Data provided>
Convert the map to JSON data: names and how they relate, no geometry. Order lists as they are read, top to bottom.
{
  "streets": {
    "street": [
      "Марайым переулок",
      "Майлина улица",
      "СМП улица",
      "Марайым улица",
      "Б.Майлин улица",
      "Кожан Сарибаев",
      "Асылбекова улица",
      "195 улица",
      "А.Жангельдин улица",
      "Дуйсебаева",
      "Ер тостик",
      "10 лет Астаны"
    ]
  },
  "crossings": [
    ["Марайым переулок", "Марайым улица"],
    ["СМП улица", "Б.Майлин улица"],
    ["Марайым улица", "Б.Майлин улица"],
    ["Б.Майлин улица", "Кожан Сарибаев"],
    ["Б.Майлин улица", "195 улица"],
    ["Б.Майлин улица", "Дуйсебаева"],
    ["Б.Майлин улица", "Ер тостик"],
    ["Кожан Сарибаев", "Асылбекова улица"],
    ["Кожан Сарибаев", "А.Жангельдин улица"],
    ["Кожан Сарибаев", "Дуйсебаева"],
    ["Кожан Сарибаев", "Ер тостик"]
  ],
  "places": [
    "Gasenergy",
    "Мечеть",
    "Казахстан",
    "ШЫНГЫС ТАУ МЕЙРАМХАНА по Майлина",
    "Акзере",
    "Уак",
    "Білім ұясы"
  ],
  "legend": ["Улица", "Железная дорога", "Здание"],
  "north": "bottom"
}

Aim of the task>
If the word "Дуйсебаева" appears in a line above, copy that line.

Exercise output>
      "Дуйсебаева",
    ["Б.Майлин улица", "Дуйсебаева"],
    ["Кожан Сарибаев", "Дуйсебаева"],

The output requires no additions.